With cell lines, it is possible for researchers to know the characteristics and inherent flaws in the cells they are working with. Cell lines have been rigorously inspected by scientists across the industry for contaminating virus DNA or genetic mutations, whereas tissues taken directly from live animals may have unknown contaminants that may potentially be harmful to humans.

But why use fetal cell lines instead of animal cell lines or embryonated chicken eggs which have an excellent track record and have been used for decades to manufacture vaccines? Many vaccines, including vaccines for the seasonal flu, are grown in embryonated chicken eggs.

However, there is a potential for supply issues when using chicken eggs to manufacture vaccines. If, for instance, there were a widespread outbreak affecting chickens that causes the supply of eggs to suddenly drop, it could impact the ability for manufacturers to make vaccines quickly. The supply issue could especially present problems in the event of a pandemic such as the current COVID-19 pandemic where the ability to produce hundreds of millions of vaccines quickly is paramount.

More significantly however, some viruses, such as chickenpox for instance, do not grow well in animal cells. In such cases, there are few other options available other than using human cell lines for vaccine production.

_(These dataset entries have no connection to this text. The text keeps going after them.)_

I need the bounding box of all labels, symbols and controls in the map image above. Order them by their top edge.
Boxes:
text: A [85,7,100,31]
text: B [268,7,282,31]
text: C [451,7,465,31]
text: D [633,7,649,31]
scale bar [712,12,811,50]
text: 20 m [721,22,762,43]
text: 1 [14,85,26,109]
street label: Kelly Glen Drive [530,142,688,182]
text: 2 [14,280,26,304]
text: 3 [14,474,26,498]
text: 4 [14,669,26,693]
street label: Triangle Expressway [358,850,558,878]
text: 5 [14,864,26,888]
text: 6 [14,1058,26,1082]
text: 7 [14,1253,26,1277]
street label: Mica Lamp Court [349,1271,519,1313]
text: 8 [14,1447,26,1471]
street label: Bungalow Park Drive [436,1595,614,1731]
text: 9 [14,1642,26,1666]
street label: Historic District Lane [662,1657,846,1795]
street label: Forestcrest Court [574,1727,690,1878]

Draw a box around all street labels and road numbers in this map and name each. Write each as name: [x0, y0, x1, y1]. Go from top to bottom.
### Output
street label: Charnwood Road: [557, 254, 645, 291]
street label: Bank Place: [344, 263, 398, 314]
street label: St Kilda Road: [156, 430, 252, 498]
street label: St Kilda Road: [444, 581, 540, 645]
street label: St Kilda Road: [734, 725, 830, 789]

Researchers also often prefer to use human cells for experiments testing the effect of drugs or vaccines because they more closely resemble how a drug will work in humans.

But if human cells are better for manufacturing certain vaccines, why are fetal cell lines derived from aborted babies used instead of ethically derived adult cells?

Fetal cells are often preferred to adult cells because there are a limited number of splittings (passages) cells can undergo before they age and eventually die off. Fetal cell lines can be put through more passages than adult cells would and they are less prone to cell aging and senescence (when cells in a culture no longer divide and start dying off). Fetal cells are also less likely to be contaminated with human viruses or with genetic mutations or alterations that naturally occur as cells age.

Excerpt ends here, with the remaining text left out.